So, here I was, with the most common hispanic surname – Garcia – not speaking a word of Spanish. I was so frustrated, that at the age of twenty I moved to Spain, decided not to return until I could speak the language fluently. It took me just a few months to speak with ease and even to start thinking and dreaming in Spanish. Finally, I was like all those bilingual people I so often looked at with envy before. But more than that, I discovered that feelings and ideas could be thought and expressed differently from what I had been taught so far. I consider this episode of my life as the moment I really became an adult.

An episode that also changed my approach to other languages and that changed the course of my existence.

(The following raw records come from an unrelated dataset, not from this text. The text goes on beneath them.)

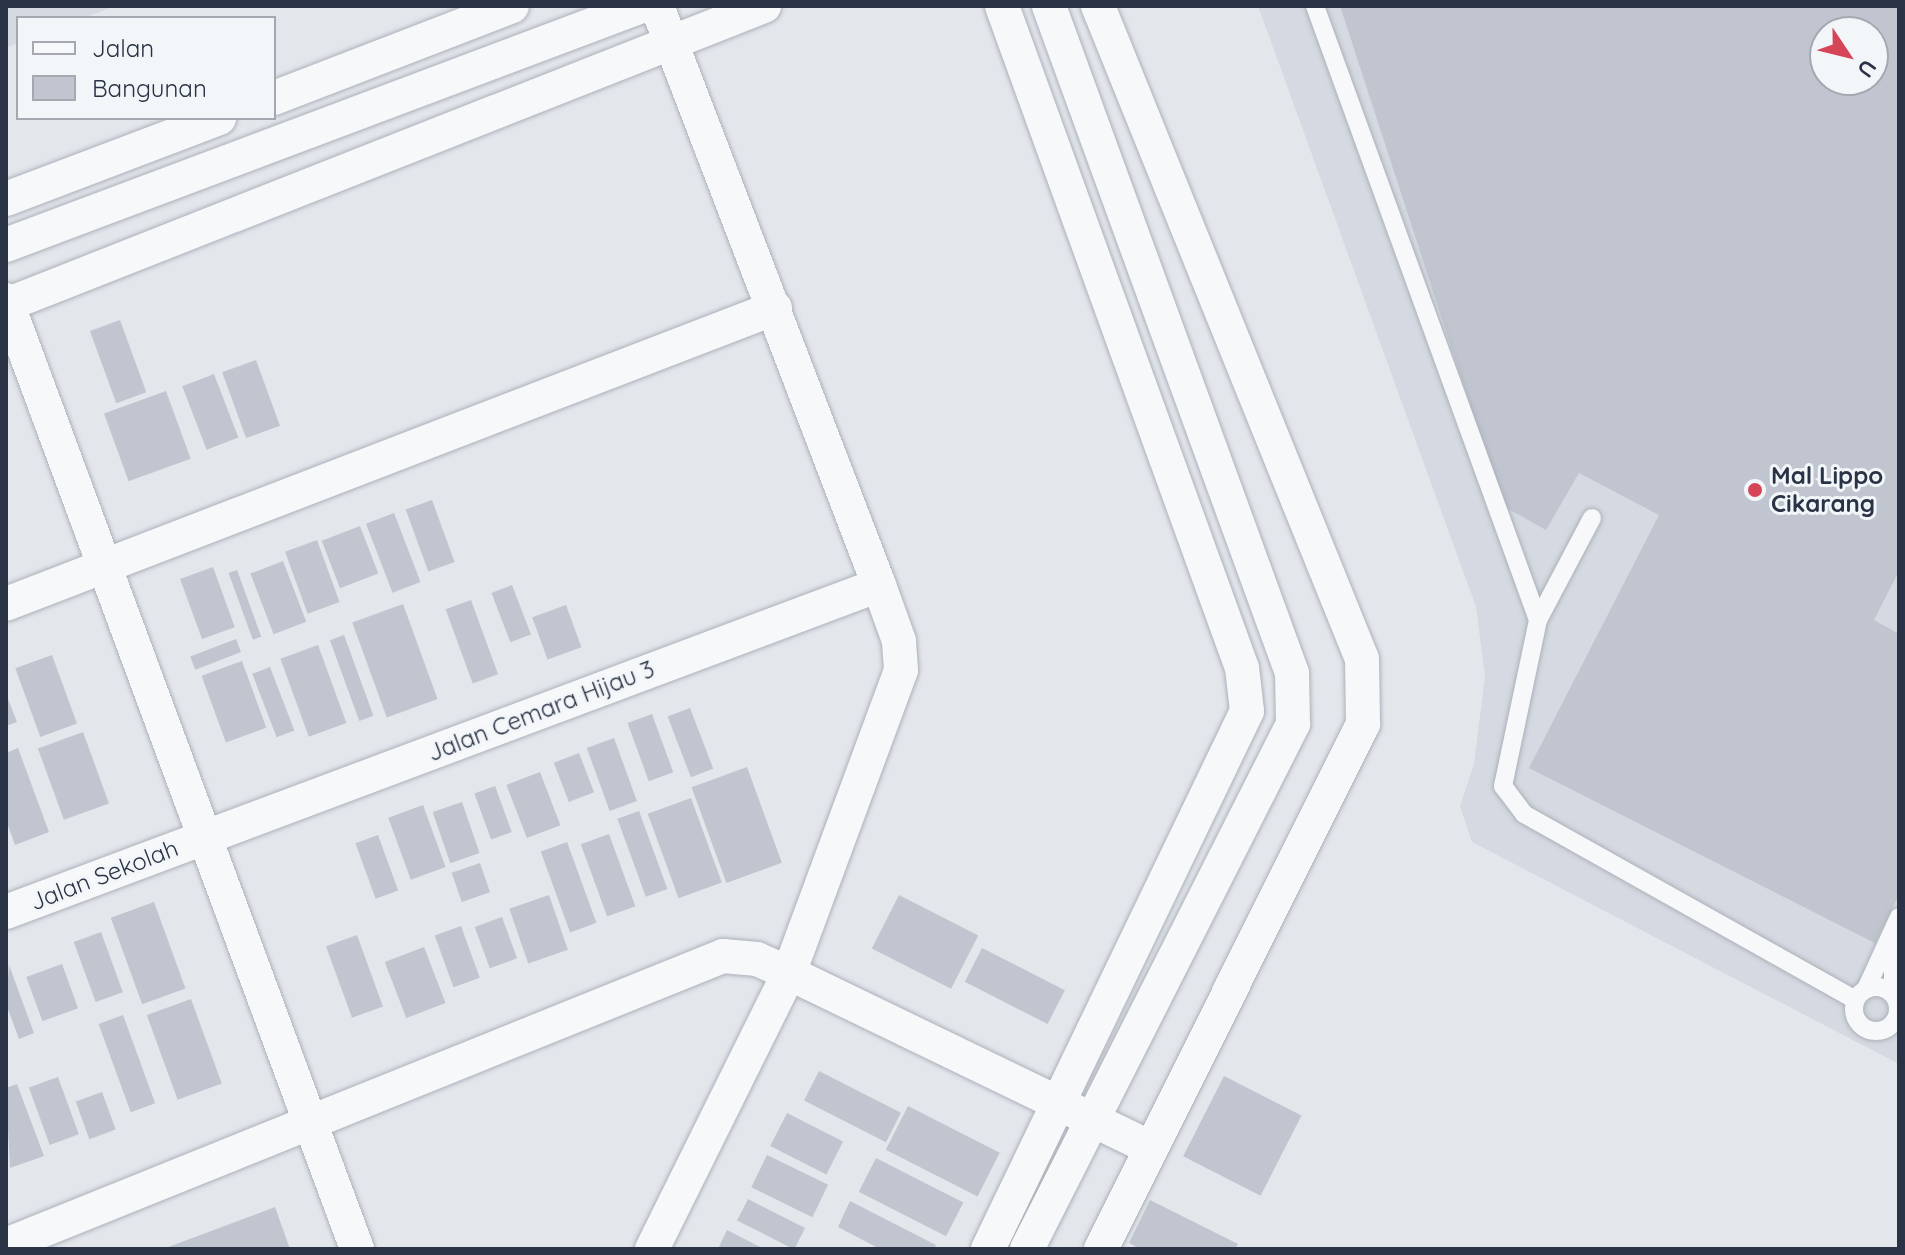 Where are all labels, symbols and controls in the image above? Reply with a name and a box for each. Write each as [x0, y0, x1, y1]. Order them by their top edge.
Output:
legend [16, 16, 276, 120]
north arrow [1809, 16, 1889, 96]
text: Jalan [92, 33, 154, 63]
text: U [1851, 54, 1883, 83]
text: Bangunan [92, 73, 207, 103]
place label: Mal Lippo Cikarang [1771, 462, 1883, 518]
marker: Mal Lippo Cikarang [1746, 481, 1764, 499]
street label: Jalan Cemara Hijau 3 [424, 654, 658, 768]
street label: Jalan Sekolah [26, 834, 182, 916] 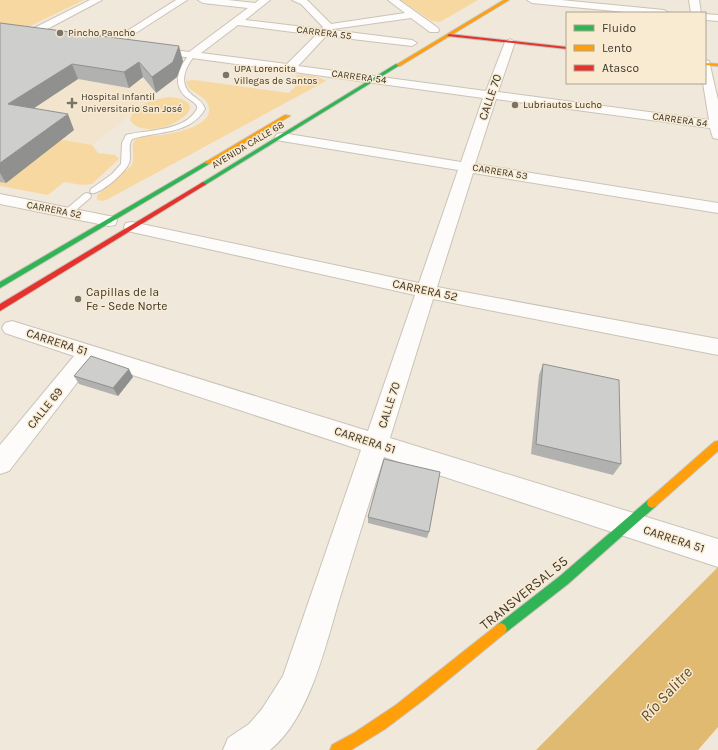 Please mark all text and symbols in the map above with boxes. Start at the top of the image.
legend [566,12,706,84]
text: Fluido [602,21,636,35]
street label: CARRERA 55 [296,24,353,42]
place label: Pincho Pancho [68,27,135,39]
marker: Pincho Pancho [55,28,65,38]
text: Lento [602,41,632,55]
text: Atasco [602,61,639,75]
place label: UPA Lorencita Villegas de Santos [234,63,318,87]
street label: CARRERA 54 [331,68,388,86]
marker: UPA Lorencita Villegas de Santos [221,70,231,80]
street label: CALLE 70 [476,72,504,122]
place label: Hospital Infantil Universitario San José [81,91,182,115]
marker: Hospital Infantil Universitario San José [66,97,78,109]
place label: Lubriautos Lucho [523,99,602,111]
marker: Lubriautos Lucho [510,100,520,110]
street label: CARRERA 54 [652,110,709,130]
street label: AVENIDA CALLE 68 [210,119,286,171]
street label: CARRERA 53 [472,162,528,182]
street label: CARRERA 52 [26,199,83,221]
street label: CARRERA 52 [391,276,459,304]
place label: Capillas de la Fe - Sede Norte [86,285,167,313]
marker: Capillas de la Fe - Sede Norte [73,294,83,304]
street label: CARRERA 51 [25,326,89,358]
street label: CALLE 70 [375,380,403,430]
street label: CALLE 69 [24,385,66,431]
street label: CARRERA 51 [333,424,397,456]
street label: CARRERA 51 [642,523,706,555]
street label: TRANSVERSAL 55 [477,552,571,634]
water label: Río Salitre [636,662,696,725] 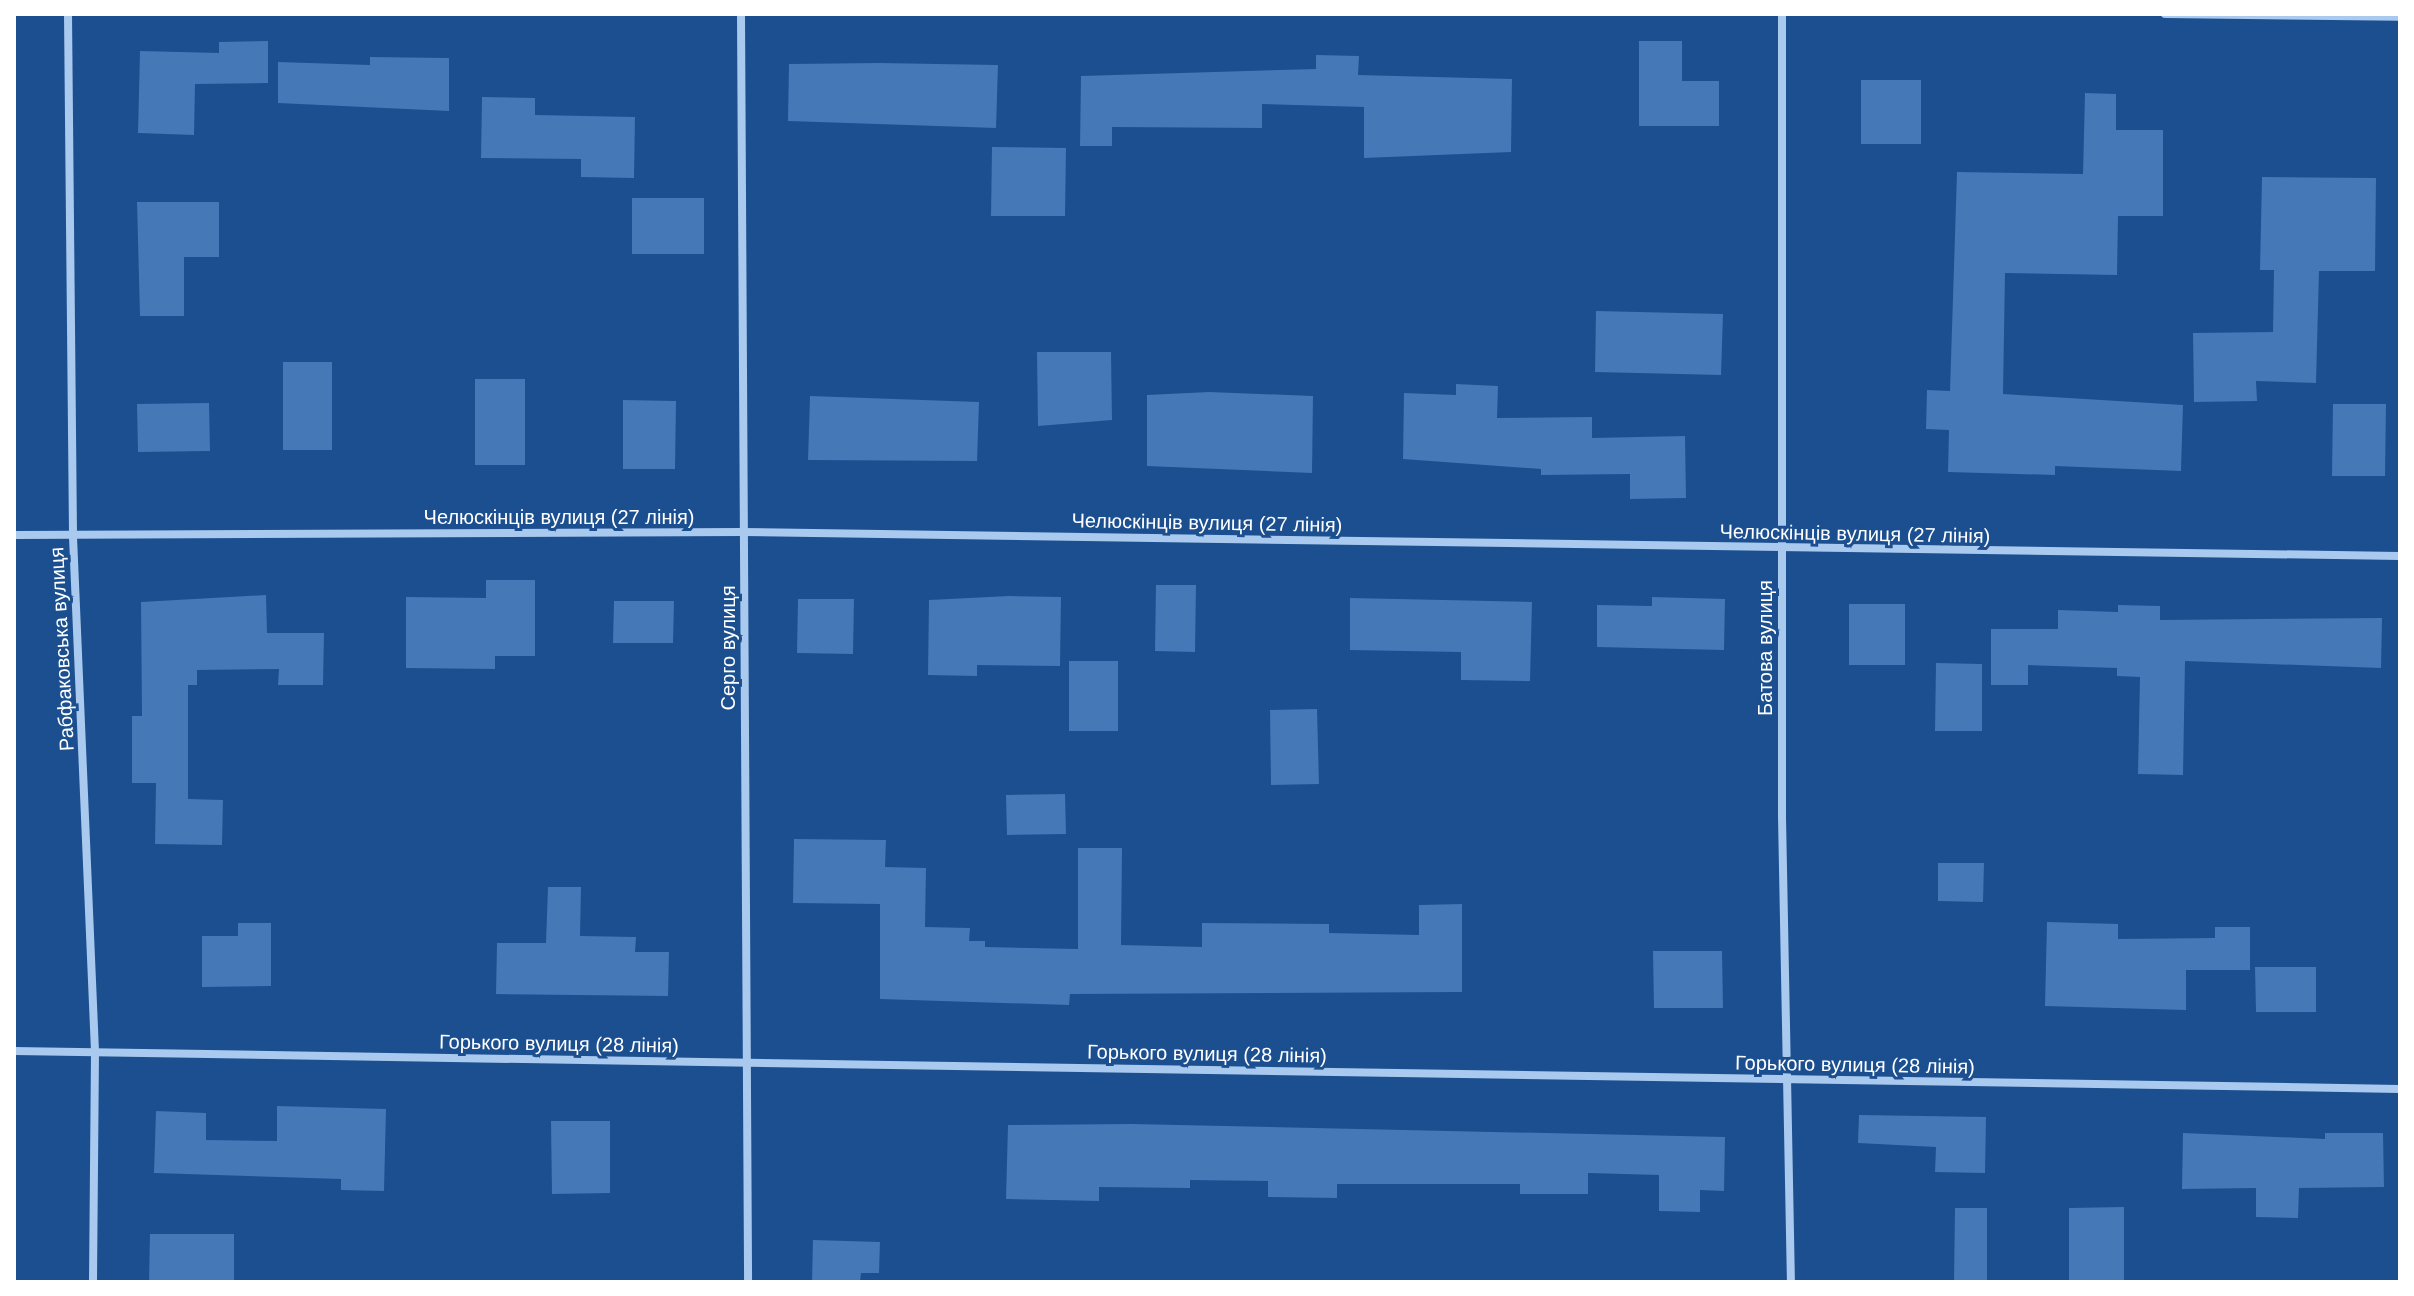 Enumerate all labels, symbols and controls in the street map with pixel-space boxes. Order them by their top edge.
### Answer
street label: Челюскінців вулиця (27 лiнiя) [424,505,694,529]
street label: Челюскінців вулиця (27 лiнiя) [1071,509,1343,537]
street label: Челюскінців вулиця (27 лiнiя) [1719,520,1991,548]
street label: Рабфаковська вулиця [45,546,79,752]
street label: Батова вулиця [1753,580,1777,716]
street label: Серго вулиця [716,585,740,711]
street label: Горького вулиця (28 лiнiя) [439,1030,679,1058]
street label: Горького вулиця (28 лiнiя) [1087,1040,1327,1068]
street label: Горького вулиця (28 лiнiя) [1735,1051,1975,1079]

Indeed, after mastering Spanish, I learned Catalan, then, I studied Arabic for two years, and finally, I moved to the US to perfect my English. Every trip I make now, is an opportunity for me to learn a new language. Not that I become an expert, but at least I try to read about the grammar and to study a few basic words. Just enough so that I can ask simple things or introduce myself. There is no language I prefer. Each one sounds beautiful to me. Each one teaches me something new about life. Each one connects me to a different culture. Sometimes I wish I could speak them all and go everywhere around the world talking with everybody.

If I ever have kids one day, I want them to learn as many languages as possible. The better they understand others, the better they can contribute to a more tolerant and peaceful world.